Task to complete: Calculate how many lines in the following records hold the word "tools", and report that number without comment.

(Saved data entries)
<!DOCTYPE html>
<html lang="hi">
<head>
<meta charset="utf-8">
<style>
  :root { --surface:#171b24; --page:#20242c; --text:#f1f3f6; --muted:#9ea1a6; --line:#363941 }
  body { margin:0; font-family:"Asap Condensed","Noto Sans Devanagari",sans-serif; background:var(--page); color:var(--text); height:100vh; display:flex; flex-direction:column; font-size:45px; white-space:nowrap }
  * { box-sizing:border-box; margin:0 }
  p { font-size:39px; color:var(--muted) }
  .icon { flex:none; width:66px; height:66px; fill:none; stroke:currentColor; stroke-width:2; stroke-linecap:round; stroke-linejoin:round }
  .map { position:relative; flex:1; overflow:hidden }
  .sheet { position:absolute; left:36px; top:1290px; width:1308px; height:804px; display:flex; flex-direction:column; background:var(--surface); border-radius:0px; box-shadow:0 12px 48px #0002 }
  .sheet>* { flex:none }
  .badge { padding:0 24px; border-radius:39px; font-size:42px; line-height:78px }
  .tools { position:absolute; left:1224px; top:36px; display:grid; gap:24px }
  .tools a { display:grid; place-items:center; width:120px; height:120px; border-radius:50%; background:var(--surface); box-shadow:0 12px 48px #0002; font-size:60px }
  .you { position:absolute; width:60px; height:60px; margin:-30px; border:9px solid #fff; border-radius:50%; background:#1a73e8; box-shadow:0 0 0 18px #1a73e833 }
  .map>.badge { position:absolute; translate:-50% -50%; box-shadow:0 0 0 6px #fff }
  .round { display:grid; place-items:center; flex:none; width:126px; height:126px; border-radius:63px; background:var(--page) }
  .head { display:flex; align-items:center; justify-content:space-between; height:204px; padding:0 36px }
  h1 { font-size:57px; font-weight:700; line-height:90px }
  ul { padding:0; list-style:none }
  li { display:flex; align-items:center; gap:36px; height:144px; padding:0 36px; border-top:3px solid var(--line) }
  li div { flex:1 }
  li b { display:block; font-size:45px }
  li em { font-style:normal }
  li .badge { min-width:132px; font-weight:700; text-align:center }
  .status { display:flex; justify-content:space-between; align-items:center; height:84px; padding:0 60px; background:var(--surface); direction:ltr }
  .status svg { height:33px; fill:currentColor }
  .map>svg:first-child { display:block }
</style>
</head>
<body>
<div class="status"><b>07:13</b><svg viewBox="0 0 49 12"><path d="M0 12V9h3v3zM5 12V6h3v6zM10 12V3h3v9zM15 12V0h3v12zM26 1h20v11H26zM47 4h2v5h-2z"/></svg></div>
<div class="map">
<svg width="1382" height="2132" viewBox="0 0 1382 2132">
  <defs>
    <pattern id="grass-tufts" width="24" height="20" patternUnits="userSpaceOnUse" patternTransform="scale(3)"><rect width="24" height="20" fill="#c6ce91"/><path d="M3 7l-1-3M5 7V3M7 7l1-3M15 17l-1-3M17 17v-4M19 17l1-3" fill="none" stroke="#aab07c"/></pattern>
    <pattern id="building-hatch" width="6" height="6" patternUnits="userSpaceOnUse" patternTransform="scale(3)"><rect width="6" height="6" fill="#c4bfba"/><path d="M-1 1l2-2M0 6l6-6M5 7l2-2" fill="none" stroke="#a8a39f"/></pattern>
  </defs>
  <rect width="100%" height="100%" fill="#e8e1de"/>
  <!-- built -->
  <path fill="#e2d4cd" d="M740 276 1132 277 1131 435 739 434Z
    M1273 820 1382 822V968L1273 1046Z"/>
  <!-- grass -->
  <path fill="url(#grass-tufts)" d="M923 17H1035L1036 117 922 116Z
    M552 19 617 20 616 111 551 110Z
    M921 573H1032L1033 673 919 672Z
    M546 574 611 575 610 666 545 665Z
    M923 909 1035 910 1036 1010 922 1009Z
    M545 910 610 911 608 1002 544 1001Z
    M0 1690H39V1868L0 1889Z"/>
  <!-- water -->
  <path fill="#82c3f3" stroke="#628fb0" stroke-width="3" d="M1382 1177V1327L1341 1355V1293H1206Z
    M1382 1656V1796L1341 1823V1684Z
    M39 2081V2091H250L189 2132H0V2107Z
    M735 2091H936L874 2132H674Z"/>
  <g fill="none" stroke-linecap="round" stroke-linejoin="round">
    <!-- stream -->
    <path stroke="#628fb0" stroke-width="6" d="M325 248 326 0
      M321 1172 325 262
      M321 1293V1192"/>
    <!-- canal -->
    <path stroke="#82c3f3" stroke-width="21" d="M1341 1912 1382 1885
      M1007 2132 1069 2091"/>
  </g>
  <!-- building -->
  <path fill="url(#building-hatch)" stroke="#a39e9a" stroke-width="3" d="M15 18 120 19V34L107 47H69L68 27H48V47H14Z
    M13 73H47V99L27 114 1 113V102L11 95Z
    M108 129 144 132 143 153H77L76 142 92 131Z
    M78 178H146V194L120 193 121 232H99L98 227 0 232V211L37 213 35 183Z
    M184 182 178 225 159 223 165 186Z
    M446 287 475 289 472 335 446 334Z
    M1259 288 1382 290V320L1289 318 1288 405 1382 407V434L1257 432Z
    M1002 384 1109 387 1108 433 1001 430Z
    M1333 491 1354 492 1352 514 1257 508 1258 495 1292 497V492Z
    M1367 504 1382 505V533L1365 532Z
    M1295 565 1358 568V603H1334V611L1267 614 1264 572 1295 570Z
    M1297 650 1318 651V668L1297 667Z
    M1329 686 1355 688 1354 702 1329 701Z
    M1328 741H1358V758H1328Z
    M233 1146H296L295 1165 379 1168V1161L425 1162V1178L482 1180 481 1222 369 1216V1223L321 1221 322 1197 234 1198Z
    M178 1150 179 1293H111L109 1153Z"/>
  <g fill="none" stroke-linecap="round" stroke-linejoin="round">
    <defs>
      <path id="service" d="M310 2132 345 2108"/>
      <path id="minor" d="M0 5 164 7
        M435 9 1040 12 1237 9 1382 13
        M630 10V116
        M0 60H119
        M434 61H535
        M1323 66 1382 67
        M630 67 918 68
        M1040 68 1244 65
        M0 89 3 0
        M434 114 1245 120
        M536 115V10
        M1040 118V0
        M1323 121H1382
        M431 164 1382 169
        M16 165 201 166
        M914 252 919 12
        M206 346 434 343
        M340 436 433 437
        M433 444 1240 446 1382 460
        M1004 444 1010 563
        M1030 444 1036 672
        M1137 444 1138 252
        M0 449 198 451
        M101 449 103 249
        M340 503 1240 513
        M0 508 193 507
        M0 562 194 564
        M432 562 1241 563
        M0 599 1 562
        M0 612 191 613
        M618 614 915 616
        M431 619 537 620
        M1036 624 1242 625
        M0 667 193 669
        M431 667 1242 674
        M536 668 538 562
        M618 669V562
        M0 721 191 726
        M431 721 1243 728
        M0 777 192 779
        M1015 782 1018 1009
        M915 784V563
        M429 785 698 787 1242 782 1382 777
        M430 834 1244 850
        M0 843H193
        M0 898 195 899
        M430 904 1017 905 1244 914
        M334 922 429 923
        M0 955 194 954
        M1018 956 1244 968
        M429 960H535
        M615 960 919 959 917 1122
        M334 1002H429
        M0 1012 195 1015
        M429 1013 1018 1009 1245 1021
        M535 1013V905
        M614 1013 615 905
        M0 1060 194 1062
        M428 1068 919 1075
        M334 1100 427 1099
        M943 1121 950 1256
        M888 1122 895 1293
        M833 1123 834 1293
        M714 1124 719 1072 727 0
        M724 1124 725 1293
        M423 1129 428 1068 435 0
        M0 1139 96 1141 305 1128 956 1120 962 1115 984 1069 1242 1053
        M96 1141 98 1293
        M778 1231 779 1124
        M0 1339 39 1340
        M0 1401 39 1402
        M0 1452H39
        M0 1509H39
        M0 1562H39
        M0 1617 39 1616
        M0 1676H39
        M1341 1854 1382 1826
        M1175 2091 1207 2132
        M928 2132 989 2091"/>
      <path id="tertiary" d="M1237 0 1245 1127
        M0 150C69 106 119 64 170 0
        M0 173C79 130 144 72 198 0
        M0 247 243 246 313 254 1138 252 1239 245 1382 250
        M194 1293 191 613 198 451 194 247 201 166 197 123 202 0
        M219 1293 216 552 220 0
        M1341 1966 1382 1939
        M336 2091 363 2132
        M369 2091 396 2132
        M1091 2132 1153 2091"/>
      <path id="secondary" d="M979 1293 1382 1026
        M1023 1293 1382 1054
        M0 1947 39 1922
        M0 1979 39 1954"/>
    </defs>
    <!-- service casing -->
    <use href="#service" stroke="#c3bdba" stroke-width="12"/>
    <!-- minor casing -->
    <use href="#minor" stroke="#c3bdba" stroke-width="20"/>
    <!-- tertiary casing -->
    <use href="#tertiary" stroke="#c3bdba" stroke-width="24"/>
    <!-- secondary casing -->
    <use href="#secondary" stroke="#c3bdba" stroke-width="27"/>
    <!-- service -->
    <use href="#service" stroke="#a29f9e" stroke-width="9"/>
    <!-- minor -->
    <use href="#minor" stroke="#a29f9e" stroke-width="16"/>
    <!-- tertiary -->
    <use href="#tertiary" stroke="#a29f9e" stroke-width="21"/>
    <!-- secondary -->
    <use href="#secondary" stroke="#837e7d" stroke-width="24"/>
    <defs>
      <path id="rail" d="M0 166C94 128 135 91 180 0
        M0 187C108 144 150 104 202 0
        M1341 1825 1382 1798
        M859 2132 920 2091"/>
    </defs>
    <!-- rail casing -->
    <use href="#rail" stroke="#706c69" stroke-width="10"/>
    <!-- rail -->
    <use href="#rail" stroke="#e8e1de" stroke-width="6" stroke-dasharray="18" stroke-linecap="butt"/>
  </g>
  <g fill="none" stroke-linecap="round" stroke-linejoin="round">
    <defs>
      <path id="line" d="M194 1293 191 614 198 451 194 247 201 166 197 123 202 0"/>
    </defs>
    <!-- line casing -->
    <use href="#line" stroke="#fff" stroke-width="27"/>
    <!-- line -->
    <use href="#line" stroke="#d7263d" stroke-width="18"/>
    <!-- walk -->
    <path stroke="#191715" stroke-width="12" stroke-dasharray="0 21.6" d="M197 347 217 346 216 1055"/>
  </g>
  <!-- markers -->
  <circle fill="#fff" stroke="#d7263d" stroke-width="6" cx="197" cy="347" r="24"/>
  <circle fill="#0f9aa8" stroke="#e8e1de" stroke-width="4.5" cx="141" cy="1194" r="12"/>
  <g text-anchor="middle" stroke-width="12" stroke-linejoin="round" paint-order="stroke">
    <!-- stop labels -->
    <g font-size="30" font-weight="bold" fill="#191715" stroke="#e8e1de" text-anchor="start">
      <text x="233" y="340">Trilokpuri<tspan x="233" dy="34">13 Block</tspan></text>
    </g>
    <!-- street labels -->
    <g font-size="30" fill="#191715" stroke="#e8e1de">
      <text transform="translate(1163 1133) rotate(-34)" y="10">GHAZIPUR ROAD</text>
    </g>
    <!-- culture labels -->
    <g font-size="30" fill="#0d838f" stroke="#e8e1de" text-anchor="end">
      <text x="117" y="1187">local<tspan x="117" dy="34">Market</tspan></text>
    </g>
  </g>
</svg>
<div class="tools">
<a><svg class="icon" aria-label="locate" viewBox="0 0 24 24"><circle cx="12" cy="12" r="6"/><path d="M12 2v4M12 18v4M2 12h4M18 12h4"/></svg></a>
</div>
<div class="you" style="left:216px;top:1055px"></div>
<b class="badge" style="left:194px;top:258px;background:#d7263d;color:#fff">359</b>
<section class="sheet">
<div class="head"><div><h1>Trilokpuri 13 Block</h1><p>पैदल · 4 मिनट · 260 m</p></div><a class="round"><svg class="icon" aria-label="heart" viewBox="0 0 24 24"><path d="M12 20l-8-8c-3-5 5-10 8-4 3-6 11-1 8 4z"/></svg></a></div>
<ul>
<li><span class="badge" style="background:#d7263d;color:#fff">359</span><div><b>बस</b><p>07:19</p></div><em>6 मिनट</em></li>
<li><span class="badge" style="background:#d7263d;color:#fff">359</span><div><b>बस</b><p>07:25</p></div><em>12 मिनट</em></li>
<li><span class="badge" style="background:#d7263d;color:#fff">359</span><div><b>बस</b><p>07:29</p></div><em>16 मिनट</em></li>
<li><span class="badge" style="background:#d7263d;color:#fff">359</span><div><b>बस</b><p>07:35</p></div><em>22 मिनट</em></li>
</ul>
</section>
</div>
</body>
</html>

Completed exercise: 3